As these new frontiers emerge in Florida, businesses must be sensitive to the fact that while Florida regulators will soon permit medical marijuana growing or use, federal law still does not. So what protections exist for Florida businesses in this arena?

On February 14, 2014, Deputy U.S. Attorney General James Cole issued a memorandum for all United States Attorneys, providing “Guidance regarding Marijuana Related Financial Crimes.” That memorandum built upon Cole’s memorandum issued August 29, 2013 in which he had described eight priorities guiding federal prosecutors in the enforcement of the Controlled Substances Act concerning marijuana-related conduct. Those eight priorities focused on preventing distribution of marijuana to minors; preventing marijuana sales revenue from going to criminal enterprises; preventing diversion of marijuana from states where it is legal under state law to other states; preventing state-authorized marijuana activity from providing “cover” for trafficking or other illegal activity; preventing violence in the cultivation and distribution of marijuana; preventing drugged driving and other public health consequences of marijuana use; preventing the growing of marijuana on public lands, and preventing marijuana possession or use on federal property.

The 2014 Cole memorandum was released in coordination with a guidance memorandum issued the same day by the Department of the Treasury’s Financial Crimes Enforcement Network (FinCEN) to “clarify Bank Secrecy Act expectations for financial institutions seeking to provide services to marijuana-related businesses.”

The FinCEN memorandum discussed diligence that financial institutions should conduct in order to best ensure that they are not participating in activities that fall within the eight federal prosecutorial priorities outlined in the Cole memoranda. This “customer due diligence” includes: verifying whether the business is duly licensed and registered; reviewing the license application and related documentation submitted by the business for obtaining a state license to operate its marijuana-related business; requesting available information from state authorities about the business and related parties; developing an understanding of the normal and expected activity for the business, including the types of products to be sold and the types of customers to be served; ongoing monitoring of publicly available sources of adverse information about the business and related parties; ongoing monitoring for suspicious activity, and refreshing information obtained as part of customer due diligence on a periodic basis and commensurate with the risk. A financial institution may reasonably rely on the accuracy of information provided by state licensing authorities.

The FinCEN memo also identified several “red flags” indicating activities that may implicate the Cole Memo priorities. Many of the “red flags” (e.g., the business is depositing more cash that is commensurate with the amount of revenue it is reporting for state or federal tax purposes) appear somewhat onerous to discover or track.
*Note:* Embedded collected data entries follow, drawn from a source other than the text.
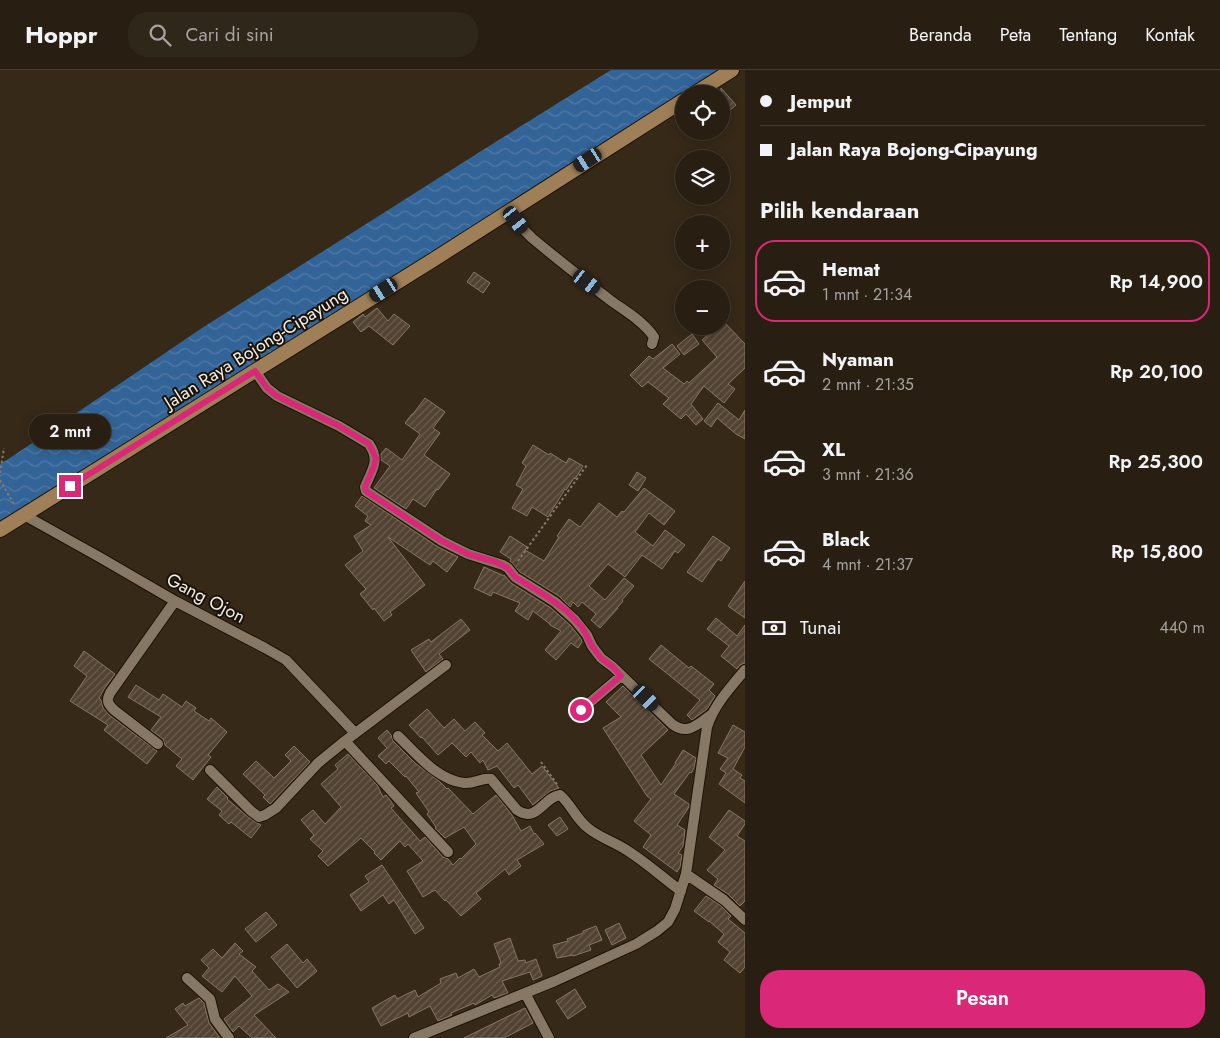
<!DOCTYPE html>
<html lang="id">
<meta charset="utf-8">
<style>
:root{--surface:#281f12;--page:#30271b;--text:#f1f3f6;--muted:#a5a29f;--line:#443d32;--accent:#db2777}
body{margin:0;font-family:Jost,sans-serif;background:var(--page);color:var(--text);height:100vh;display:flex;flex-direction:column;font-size:19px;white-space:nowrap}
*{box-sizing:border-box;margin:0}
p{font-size:16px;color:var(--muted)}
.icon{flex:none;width:28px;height:28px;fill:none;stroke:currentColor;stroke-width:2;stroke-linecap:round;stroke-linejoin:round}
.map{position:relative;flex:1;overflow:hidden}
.sheet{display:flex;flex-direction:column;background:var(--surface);width:475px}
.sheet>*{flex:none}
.top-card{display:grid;align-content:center;height:110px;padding:0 15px;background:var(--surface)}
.fabs{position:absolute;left:675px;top:15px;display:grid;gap:10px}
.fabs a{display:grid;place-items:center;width:55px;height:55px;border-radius:50%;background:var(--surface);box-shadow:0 2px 12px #0003,0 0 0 1px var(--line);font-size:25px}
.end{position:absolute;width:22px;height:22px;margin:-11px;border:6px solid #db2777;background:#fff;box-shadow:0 0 0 2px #fff}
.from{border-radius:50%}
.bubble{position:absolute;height:35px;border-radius:18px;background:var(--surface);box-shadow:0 2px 12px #0003,0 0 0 1px var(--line);font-size:16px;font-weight:600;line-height:35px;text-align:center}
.car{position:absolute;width:15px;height:30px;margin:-15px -8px;border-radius:6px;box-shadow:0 0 4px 1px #0007;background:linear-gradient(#222 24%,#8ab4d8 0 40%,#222 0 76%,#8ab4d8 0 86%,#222 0)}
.top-card b{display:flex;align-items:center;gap:18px;height:48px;font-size:19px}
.top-card b+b{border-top:1px solid var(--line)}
.top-card i{width:12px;height:12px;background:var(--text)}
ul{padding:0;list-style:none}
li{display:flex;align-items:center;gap:15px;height:82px;margin:0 10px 8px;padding:0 5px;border:2px solid transparent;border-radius:20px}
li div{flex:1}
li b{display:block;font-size:19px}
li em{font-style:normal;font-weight:600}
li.selected{border-color:var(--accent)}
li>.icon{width:45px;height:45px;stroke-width:1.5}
h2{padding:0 15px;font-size:22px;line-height:60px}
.pay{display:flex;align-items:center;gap:12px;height:55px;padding:0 15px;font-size:19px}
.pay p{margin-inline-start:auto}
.action{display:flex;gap:10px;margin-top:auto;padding:10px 15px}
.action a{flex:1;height:58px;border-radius:20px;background:var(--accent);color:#fff;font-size:20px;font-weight:600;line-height:58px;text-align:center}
header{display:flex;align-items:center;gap:30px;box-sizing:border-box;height:70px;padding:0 25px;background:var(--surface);border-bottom:1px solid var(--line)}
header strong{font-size:24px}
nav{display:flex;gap:28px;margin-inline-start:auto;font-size:18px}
.search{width:350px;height:45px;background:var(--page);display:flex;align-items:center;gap:12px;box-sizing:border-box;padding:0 18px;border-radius:20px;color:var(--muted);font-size:19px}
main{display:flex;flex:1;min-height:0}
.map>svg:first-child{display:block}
.water{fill:url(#water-waves)}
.building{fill:url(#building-hatch);stroke:#877664}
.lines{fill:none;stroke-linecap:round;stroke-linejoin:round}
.street-casing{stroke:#1d1203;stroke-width:12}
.secondary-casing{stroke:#1d1203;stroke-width:16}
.path{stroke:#867b6d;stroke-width:2;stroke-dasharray:2.5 2.5;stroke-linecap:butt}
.street{stroke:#867864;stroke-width:10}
.secondary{stroke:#9e7f57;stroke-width:14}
.route{stroke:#db2777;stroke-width:6}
.labels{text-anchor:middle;stroke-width:4;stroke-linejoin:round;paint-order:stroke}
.street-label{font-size:18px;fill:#f6eee3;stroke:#19130c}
</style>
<header>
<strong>Hoppr</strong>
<div class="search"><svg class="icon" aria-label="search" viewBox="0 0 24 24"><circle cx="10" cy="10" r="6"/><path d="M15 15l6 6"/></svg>Cari di sini</div>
<nav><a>Beranda</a><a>Peta</a><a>Tentang</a><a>Kontak</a></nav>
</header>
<main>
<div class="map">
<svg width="745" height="968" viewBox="0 0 745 968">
<defs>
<pattern id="water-waves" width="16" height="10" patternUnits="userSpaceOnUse" patternTransform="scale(1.25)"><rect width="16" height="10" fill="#336498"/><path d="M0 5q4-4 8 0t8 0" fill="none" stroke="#517aa6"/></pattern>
<pattern id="building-hatch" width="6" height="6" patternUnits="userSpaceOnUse" patternTransform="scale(1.25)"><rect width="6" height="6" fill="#524232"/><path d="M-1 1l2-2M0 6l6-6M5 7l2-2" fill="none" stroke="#6c5e50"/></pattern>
</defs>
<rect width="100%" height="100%" fill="#362918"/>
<path class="water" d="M 611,0 L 735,0 L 697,24 L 684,24 L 0,460 L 0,394 L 13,386 L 202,258 L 486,78 Z"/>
<path class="building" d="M 721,18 L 736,35 L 721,48 Z
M 474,202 L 490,213 L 483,223 L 467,212 Z
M 377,238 L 388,251 L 394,244 L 410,256 L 393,275 L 369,256 L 361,262 L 353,252 L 363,244 L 365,247 Z
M 724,252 L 745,274 L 745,298 L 728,314 L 735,319 L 724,333 L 704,316 L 691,334 L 703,349 L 696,355 L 686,344 L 681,349 L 663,334 L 669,328 L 648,312 L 642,317 L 630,305 L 649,286 L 653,289 L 672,274 L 680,284 L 663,298 L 684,314 L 687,311 L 689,313 L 717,287 L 702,270 L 718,256 L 721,256 L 721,254 Z
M 692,264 L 699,274 L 684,285 L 677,276 Z
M 425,328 L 445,342 L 433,358 L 440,363 L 424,385 L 450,404 L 438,420 L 437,419 L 425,437 L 413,429 L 406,439 L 374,418 L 390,396 L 381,390 L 381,384 L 386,378 L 402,390 L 420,364 L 405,353 L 412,344 L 413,344 Z
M 718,333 L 739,350 L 745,340 L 745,369 L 736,364 L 717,348 L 711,357 L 704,351 Z
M 533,375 L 549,385 L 550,383 L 566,393 L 569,388 L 583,396 L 575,409 L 574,408 L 566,420 L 565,419 L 548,447 L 532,437 L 527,446 L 512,438 L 523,419 L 516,415 L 526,396 L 522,393 Z
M 637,402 L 646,408 L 638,421 L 629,415 Z
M 644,418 L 675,441 L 664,455 L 649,443 L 635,462 L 653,476 L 665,460 L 685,475 L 678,483 L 675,481 L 662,499 L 642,485 L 625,507 L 608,494 L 589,516 L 605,530 L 624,508 L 634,516 L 622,530 L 623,531 L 617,538 L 618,538 L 600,558 L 591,550 L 596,544 L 582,532 L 578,537 L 573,532 L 570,537 L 559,526 L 520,502 L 510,491 L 511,489 L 500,482 L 510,466 L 527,477 L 525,480 L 544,491 L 559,467 L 557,466 L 569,449 L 580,457 L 599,433 L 617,447 L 622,441 L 624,442 Z
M 362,426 L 438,477 L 458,487 L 447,502 L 433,491 L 430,495 L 388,467 L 425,515 L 390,542 L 392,545 L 384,551 L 374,538 L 373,540 L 360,524 L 366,519 L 357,509 L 345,495 L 363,481 L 354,466 L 371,455 L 365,451 L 368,446 L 355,436 Z
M 713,466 L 730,478 L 721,491 L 718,489 L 702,512 L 687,502 Z
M 484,497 L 504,506 L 504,505 L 511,513 L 551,538 L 571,556 L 581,569 L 582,572 L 578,578 L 571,573 L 556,590 L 545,580 L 561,561 L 550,555 L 550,554 L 533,541 L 528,550 L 515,541 L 520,533 L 493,522 L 491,526 L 474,518 Z
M 745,511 L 745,548 L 728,536 Z
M 716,548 L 737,566 L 745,555 L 745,593 L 740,595 L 737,599 L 721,586 L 729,576 L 707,559 Z
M 461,549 L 470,560 L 439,584 L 443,589 L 426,602 L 411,580 L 429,569 L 431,572 Z
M 661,575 L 689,598 L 691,596 L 714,614 L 709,620 L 715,626 L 707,639 L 692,650 L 687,645 L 700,630 L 649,589 Z
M 84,581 L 115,604 L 104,619 L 99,628 L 101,630 L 103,638 L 109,645 L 157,681 L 147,694 L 104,660 L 108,655 L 70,631 L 87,606 L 74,596 Z
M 136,615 L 159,630 L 163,624 L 182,637 L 186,631 L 196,638 L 194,641 L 209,651 L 211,648 L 227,662 L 208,685 L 211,687 L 193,710 L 176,696 L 182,689 L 165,675 L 163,669 L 151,660 L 161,647 L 128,627 Z
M 623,616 L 668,660 L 641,685 L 661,715 L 676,693 L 675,693 L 683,680 L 696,688 L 694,698 L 691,703 L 690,702 L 674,724 L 689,734 L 689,737 L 677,755 L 685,760 L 683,776 L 678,783 L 682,785 L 680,797 L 677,802 L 643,777 L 651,765 L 634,751 L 651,729 L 647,726 L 603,658 L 621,647 L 606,632 Z
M 427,639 L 444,658 L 454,649 L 465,661 L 475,652 L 485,663 L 482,665 L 498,681 L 507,673 L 532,704 L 542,696 L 559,718 L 550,721 L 533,735 L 518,715 L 514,718 L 497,696 L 488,700 L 483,690 L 480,693 L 471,682 L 466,687 L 452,673 L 438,685 L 422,667 L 421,668 L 409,655 Z
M 733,655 L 745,662 L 745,677 L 733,699 L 742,705 L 740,708 L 745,711 L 745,733 L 719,714 L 726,703 L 720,699 L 728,688 L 718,683 Z
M 387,660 L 391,665 L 393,671 L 415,693 L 439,711 L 447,719 L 448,718 L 473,744 L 496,725 L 512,745 L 521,761 L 530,756 L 534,764 L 535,763 L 544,774 L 517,790 L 521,796 L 509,805 L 505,799 L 476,823 L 481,829 L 461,846 L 446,830 L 445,831 L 435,820 L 423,827 L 407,801 L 423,791 L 408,774 L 405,777 L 400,771 L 381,790 L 374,783 L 375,782 L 361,768 L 328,796 L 318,786 L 323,781 L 310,769 L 314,765 L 301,750 L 313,740 L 325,754 L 341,737 L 321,714 L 338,699 L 335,695 L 348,684 L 377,715 L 383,727 L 386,725 L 390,730 L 394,736 L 391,738 L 420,771 L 425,767 L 443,787 L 448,789 L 453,795 L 460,788 L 461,789 L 476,774 L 464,757 L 445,768 L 435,758 L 436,757 L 427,744 L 429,742 L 416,723 L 419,722 L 406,706 L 405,707 L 389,691 L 386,694 L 378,686 L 387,678 L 378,668 Z
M 294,676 L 310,692 L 270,734 L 263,727 L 265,725 L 243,704 L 256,691 L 274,708 L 291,691 L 285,685 Z
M 217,717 L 228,728 L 227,729 L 247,746 L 255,752 L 261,755 L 251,768 L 231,752 L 229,754 L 219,745 L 222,741 L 207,729 Z
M 729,740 L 745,751 L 745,754 L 737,766 L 745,771 L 745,831 L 740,836 L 728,824 L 714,815 L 718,809 L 707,800 L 725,780 L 709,767 Z
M 560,747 L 568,759 L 557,766 L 548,755 Z
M 382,795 L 424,858 L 415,864 L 394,830 L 389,834 L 383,825 L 361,841 L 350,825 L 369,812 L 365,806 Z
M 706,826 L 720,835 L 731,846 L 728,849 L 745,863 L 745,897 L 740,903 L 724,890 L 730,882 L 718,872 L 724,864 L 709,851 L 709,852 L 694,841 Z
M 266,842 L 277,855 L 256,872 L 245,859 Z
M 619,853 L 626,868 L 612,875 L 605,860 Z
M 596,856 L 602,870 L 589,875 L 591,880 L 573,886 L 573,885 L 557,888 L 553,875 L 568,871 L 567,869 L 583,863 L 583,861 Z
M 510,868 L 518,891 L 525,890 L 526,893 L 536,889 L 542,906 L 533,910 L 530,902 L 502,911 L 508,923 L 494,928 L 492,925 L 475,935 L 474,933 L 451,943 L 452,945 L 438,951 L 430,936 L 409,947 L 408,943 L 381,956 L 372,938 L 395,925 L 397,929 L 415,920 L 418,927 L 441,913 L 440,909 L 456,903 L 458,908 L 474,899 L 479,907 L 500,897 L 499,894 L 501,893 L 494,874 Z
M 235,873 L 243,881 L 239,884 L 256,897 L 252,901 L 269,920 L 278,914 L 289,922 L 254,945 L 276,968 L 252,968 L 239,956 L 233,962 L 224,949 L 252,926 L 235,906 L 222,922 L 202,906 L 209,898 L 201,890 L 213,879 L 222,888 Z
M 287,874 L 303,893 L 307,889 L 317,901 L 297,918 L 271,887 Z
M 575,919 L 586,937 L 568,949 L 556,931 Z
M 199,928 L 204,933 L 209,953 L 220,968 L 166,968 L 188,955 L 175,939 L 183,933 L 185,936 Z
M 525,938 L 533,953 L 504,968 L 464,968 Z"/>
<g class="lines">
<g class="street-casing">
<path id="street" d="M 509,141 L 523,159 L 532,168 C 557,189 584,210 610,230 C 625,241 643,251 654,267 L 652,274
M 255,301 L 267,318 L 277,326 L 339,356 L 369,374 C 381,391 371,401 365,417 L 366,421 L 442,471 L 468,484 L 503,495 L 508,498 L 515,507 L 555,532 L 575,550 L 587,565 L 592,576 L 601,588 L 613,597 L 672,654 C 688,666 697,654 711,645
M 24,445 L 101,488 L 175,531 L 265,578 L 286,590 L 355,663
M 581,640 L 621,606
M 398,666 C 417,684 437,710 464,713 C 475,714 482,707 491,709 L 517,740 C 537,754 543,727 560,725 C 571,734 576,749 588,758 C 600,768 615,772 628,781 C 647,793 663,808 681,821
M 345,671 L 448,782
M 158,674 L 114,640 C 108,634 106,631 110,623 L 175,531
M 210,700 L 251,741 L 259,747 L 265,745 L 276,738 L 318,693 L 345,671 L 446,595
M 686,804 L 724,830 L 745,850
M 187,908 L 210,929 L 215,949 L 229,968
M 525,923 L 549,968
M 414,968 L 555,911 L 636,874 L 657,861 L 668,852 L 675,839 L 686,804 L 707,657 C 714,635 730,618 745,600"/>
</g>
<g class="secondary-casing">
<path id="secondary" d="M 694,24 L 732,0
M 0,460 L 433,190 L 684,30"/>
</g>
<path class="path" d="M 0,403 L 4,378
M 0,410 L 15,436
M 518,491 L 587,395
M 541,692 L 557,714"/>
<use href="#street" class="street"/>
<use href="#secondary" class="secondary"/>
</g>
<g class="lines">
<path class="route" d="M 70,416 L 255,301 L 267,318 L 277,326 L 339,356 L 369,374 L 376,388 L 374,396 L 365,417 L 366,421 L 442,471 L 468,484 L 496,492 L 508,498 L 515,507 L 546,526 L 567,541 L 582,557 L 592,576 L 601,588 L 613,597 L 621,606 L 581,640"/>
</g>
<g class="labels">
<g class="street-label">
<text transform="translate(256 278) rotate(-32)" y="6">Jalan Raya Bojong-Cipayung</text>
<text transform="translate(206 528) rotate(28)" y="6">Gang Ojon</text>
</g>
</g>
</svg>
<div class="fabs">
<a><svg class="icon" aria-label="locate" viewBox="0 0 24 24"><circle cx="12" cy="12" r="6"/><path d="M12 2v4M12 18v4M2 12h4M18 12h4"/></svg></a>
<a><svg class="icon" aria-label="layers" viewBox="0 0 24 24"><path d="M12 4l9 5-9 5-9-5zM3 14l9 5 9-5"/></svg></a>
<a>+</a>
<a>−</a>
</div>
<i class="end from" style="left:581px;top:640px"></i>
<i class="end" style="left:70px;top:416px"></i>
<div class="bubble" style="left:29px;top:344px;width:82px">2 mnt</div>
<i class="car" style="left:588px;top:90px;rotate:238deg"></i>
<i class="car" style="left:516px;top:150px;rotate:142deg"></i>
<i class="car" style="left:587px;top:212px;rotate:127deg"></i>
<i class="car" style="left:384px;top:220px;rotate:238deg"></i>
<i class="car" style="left:646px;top:628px;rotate:134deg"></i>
</div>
<section class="sheet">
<div class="top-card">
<b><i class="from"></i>Jemput</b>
<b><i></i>Jalan Raya Bojong-Cipayung</b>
</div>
<h2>Pilih kendaraan</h2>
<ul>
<li class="selected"><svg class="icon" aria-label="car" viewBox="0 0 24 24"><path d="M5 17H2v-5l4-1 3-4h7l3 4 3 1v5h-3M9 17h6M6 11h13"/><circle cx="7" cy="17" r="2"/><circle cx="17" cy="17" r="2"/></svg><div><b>Hemat</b><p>1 mnt · 21:34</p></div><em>Rp 14,900</em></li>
<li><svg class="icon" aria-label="car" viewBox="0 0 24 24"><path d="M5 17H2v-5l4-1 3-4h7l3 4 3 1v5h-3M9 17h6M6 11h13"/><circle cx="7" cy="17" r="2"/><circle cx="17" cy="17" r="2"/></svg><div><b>Nyaman</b><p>2 mnt · 21:35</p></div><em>Rp 20,100</em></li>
<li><svg class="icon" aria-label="car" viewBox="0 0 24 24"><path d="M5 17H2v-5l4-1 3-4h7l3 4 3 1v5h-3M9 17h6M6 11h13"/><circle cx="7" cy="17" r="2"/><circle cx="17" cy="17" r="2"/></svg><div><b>XL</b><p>3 mnt · 21:36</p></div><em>Rp 25,300</em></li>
<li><svg class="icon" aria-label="car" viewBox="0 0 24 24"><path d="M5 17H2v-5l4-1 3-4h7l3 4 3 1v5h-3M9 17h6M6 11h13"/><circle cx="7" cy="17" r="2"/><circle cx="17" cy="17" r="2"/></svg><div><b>Black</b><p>4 mnt · 21:37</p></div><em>Rp 15,800</em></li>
</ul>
<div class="pay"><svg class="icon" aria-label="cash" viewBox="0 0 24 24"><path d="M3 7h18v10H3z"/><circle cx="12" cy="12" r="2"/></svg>Tunai<p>440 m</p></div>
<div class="action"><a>Pesan</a></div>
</section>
</main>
Another “red flag” is that the “business is unable to produce satisfactory documentation or evidence to demonstrate that it is duly licensed and operating consistently with state law.”

FinCEN provided to banks a laundry list of things to do and keep top of mind when servicing marijuana-oriented customers, in order to remain compliant with federal policy.

After all, banks will be at the front line of the medical marijuana industry, will have the best chance to monitor business activities and revenue generation/deposits and, accordingly, will bear the most risk of running afoul of federal law.

These same diligence points may prove helpful to other businesses that become associated with those participating in the medicinal marijuana industry in Florida. For instance, using the FinCEN diligence list as a guide, commercial real estate owners should assess the risks of violating federal policy when leasing lands or warehouse space to medical marijuana growers or distributors. Those same landowners should consider whether they might violate covenants made to their lenders by doing business with the medical marijuana industry; the risks of triggering federal forfeiture laws must also be carefully weighed.

Florida businesses should avoid any contracts or arrangements with vendors, lessees, customers or investors that may cross the lines described in the Cole Memos or fail to meet the diligence encouraged by the FinCEN memo. Over the coming months, businesses in Florida should carefully assess their risks of transacting with the budding medical marijuana industry.